I fully agree wtih you. I just took delivery of a new Acura and the CarPlay integration with my IPhone is seamless. Is "It just works " still an Apple tagline? In my case it should be, and it’s awesome. I start the car and I’m hooked up to the phone without doing any pairing or other fiddling around. Why wreck what works? I can just imagine the dreadful interface that GM and Google would dream up between them.


My current car – a Toyota Prius – also predates CarPlay. At the time, its sound system seemed advanced (and it does mesh well with my iPhone. BUT … I have regular compatibility problems because you can’t update the firmware in the car when Apple updates the phone, or even iOS. You can’t use the onboard GPS because you can’t update the maps – and roads have changed since the car was built. And Toyota at some point dropped support for Pandora (not that I used it), but the system can’t be upgraded for Spotify (which I might have used). Bad idea. Good reason not to buy a GM car.


My 2020 Subaru supports both CarPlay and Android play. It is unfortunately still wired (plug phone into USB) even thought wireless CarPlay was available at that time. I suspect Apple must require a chunk of change from the mfg to go wireless, although that’s just speculative on my part.
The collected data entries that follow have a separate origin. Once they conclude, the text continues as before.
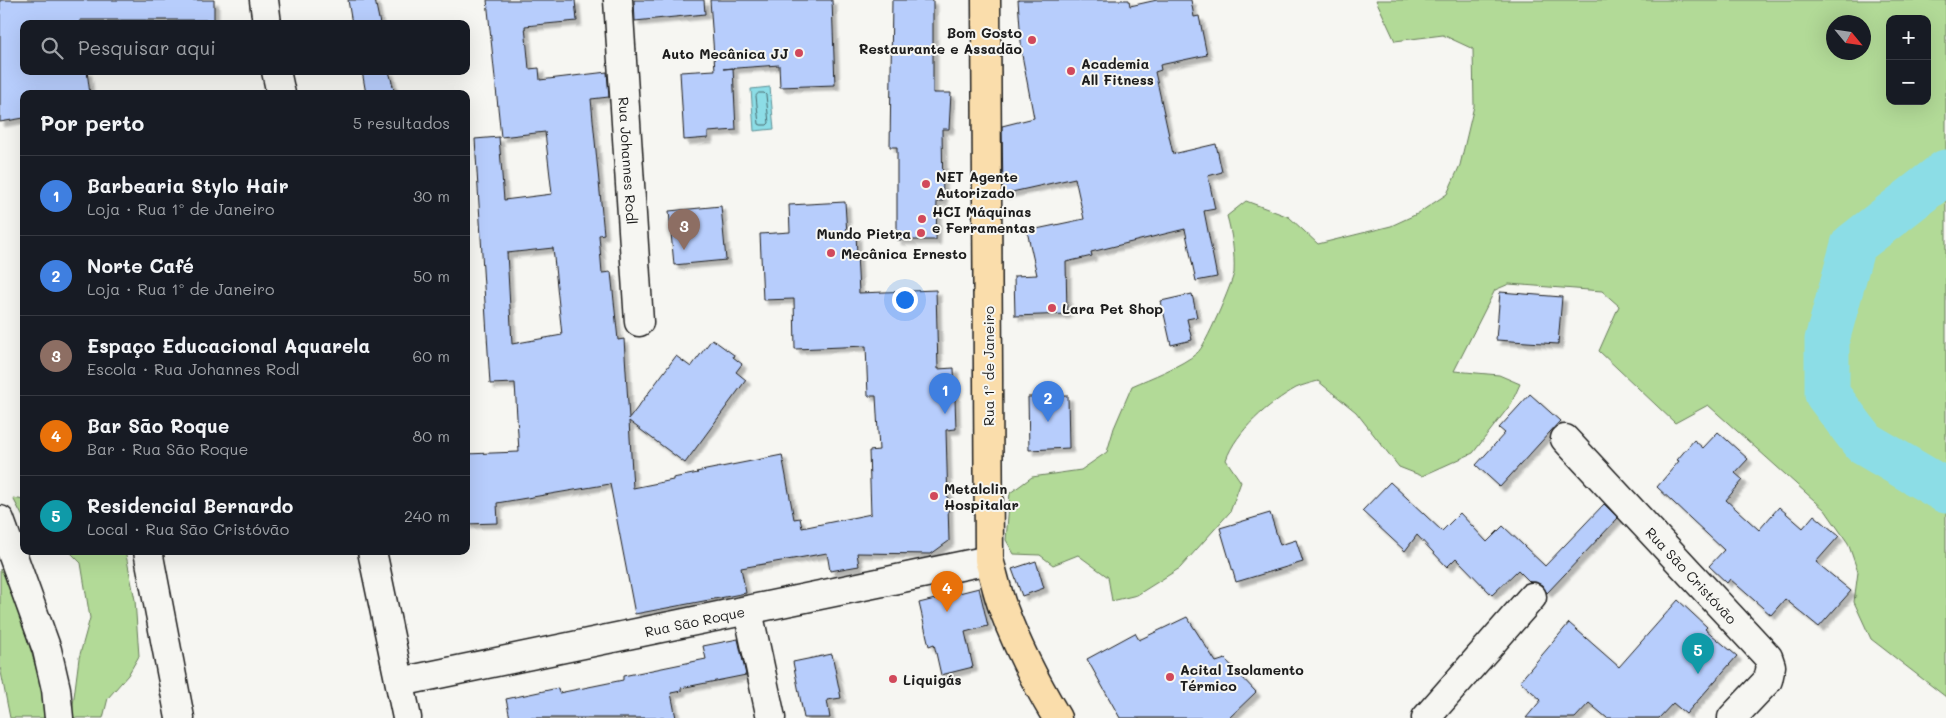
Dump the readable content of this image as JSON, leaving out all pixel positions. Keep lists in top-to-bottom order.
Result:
{
  "streets": {
    "main road": ["Rua 1º de Janeiro"],
    "street": ["Rua Johannes Rodl", "Rua São Cristóvão", "Rua São Roque"]
  },
  "crossings": [
    ["Rua 1º de Janeiro", "Rua São Roque"]
  ],
  "places": [
    "Bom Gosto Restaurante e Assadão",
    "Auto Mecânica JJ",
    "Academia All Fitness",
    "NET Agente Autorizado",
    "HCI Máquinas e Ferramentas",
    "Mundo Pietra",
    "Mecânica Ernesto",
    "Lara Pet Shop",
    "Metalclin Hospitalar",
    "Acital Isolamento Térmico",
    "Liquigás"
  ],
  "north": "bottom right",
  "page": {
    "map_buttons": ["+", "−"],
    "search": "Pesquisar aqui",
    "heading": ["Por perto", "5 resultados"],
    "list": [
      {
        "mark": "1",
        "name": "Barbearia Stylo Hair",
        "note": "Loja · Rua 1º de Janeiro",
        "value": "30 m"
      },
      {
        "mark": "2",
        "name": "Norte Café",
        "note": "Loja · Rua 1º de Janeiro",
        "value": "50 m"
      },
      {
        "mark": "3",
        "name": "Espaço Educacional Aquarela",
        "note": "Escola · Rua Johannes Rodl",
        "value": "60 m"
      },
      {
        "mark": "4",
        "name": "Bar São Roque",
        "note": "Bar · Rua São Roque",
        "value": "80 m"
      },
      {
        "mark": "5",
        "name": "Residencial Bernardo",
        "note": "Local · Rua São Cristóvão",
        "value": "240 m"
      }
    ],
    "pins": [
      "3",
      "1",
      "2",
      "4",
      "5"
    ]
  }
}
Anyway, at this juncture, I would not even consider a vehicle that doesn’t support CarPlay. I plug it in and my 11" screen in the dash lights up with CarPlay and everything works. There have been occasional issues with the Harmon-Kardon head unit but Subaru as been good about getting software updates for those issues (of course never as quickly as we would like).


This is undoubtedly about subscriptions. GM seeing opportunity in being able to get some ongoing revenue after sale.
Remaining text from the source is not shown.